What weighs us down?
People today see that a degree equals jobs, and your grade equals the degree, so there is an emphasis on grades that is devastating. I don't for a minute think that people should go to university with no idea of being well employed afterwards - university is a very expensive undertaking and very few people can do that for simple satisfaction. But the pressure, the competition, the degree inflation, presses people into an overemphasis on numbers to the detriment of learning itself. Students come to me saying "I need this grade" or "I need to keep my scholarship", and that's tied to grades. In a good education, we shouldn't be asking "why did I fail", but rather "how did I grow". You are not your grades, your grades don't define you.
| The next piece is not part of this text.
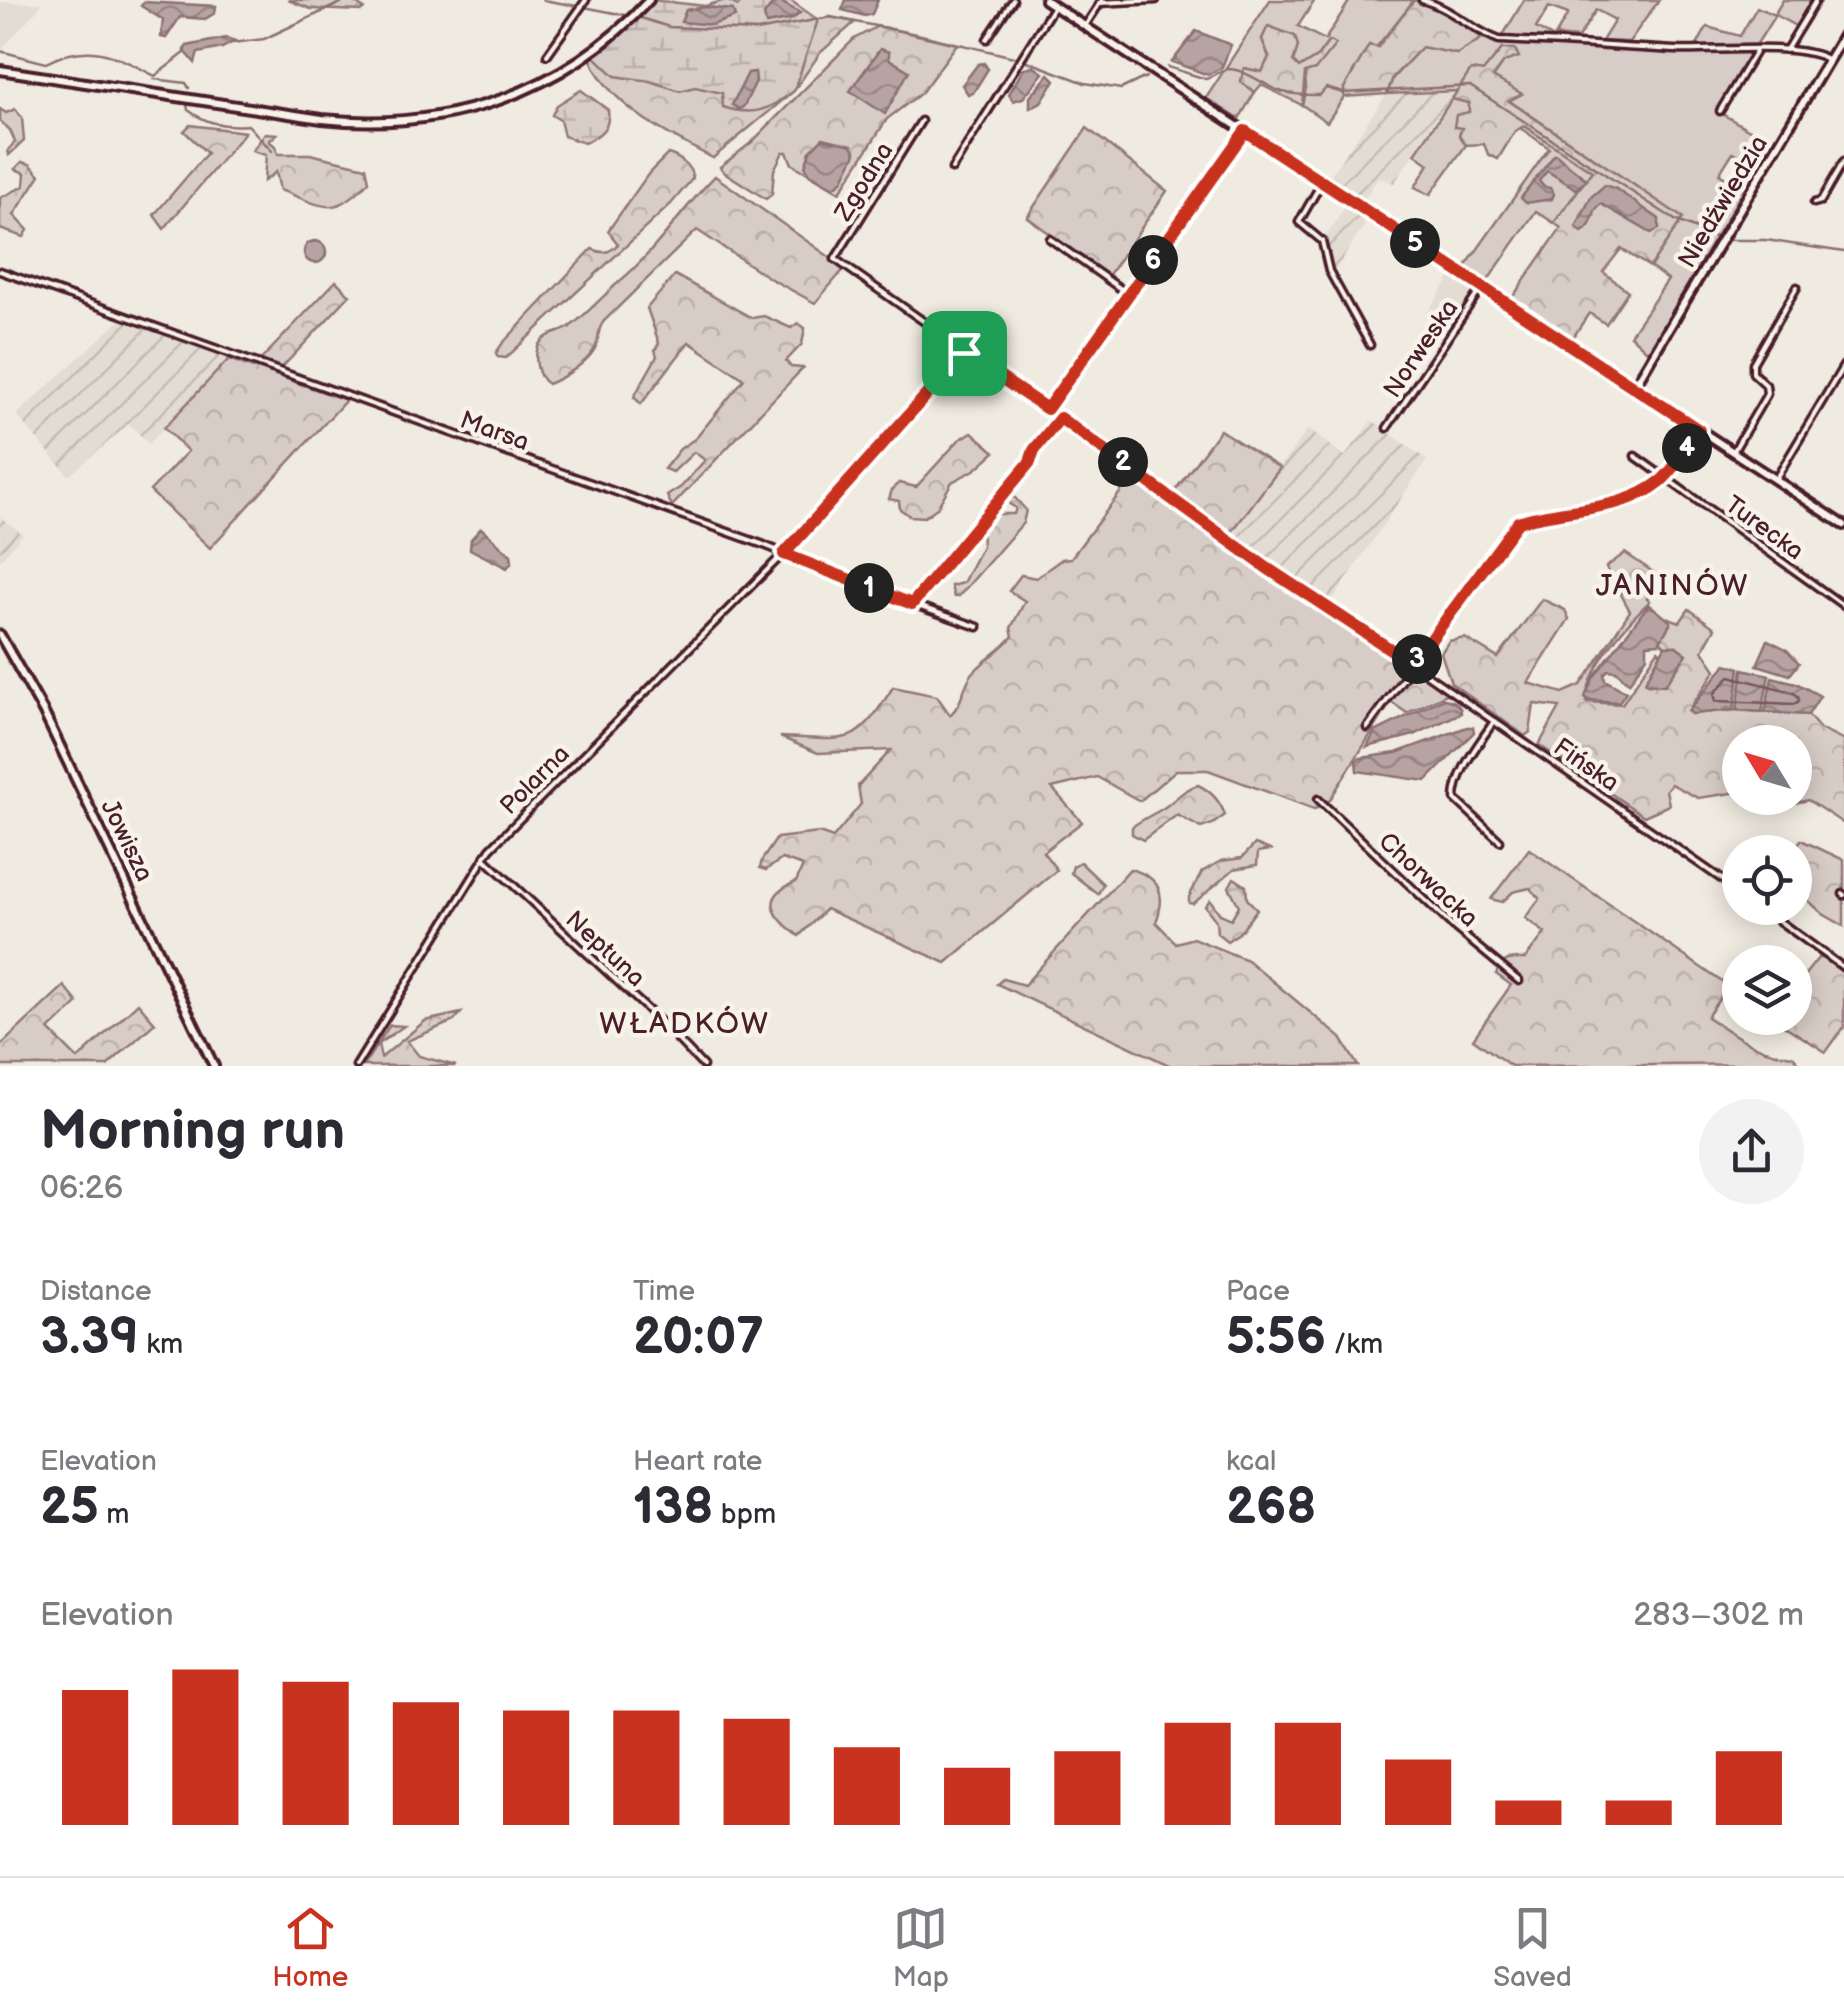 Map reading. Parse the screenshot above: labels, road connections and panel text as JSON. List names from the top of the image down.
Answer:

Increasingly, North American Universities seem to be working with the market instead of critical of the market. There's a fairly recent culture that encourages entrepreneurship, at the University of Waterloo especially. I don't have a problem with encouraging entrepreneurship, but when we overemphasize it, we de-emphasize other issues in the market - like no one working full-time, like not having a secure pension. It shifts the emphasis on the individual to "work hard" - no longer a responsibility on the organization, the rich. The idea of entrepreneurship lifts responsibility from large structures and places it on the individual - it's this mentality that we just gotta work hard and keep trying. I have more students running businesses now than ever before. It's good for people who actually have a vision, that's good, and creative. But if we emphasize it too much, we're saying "you go out and make your success". The problem with capitalism is that for me to succeed, x amount of people do not.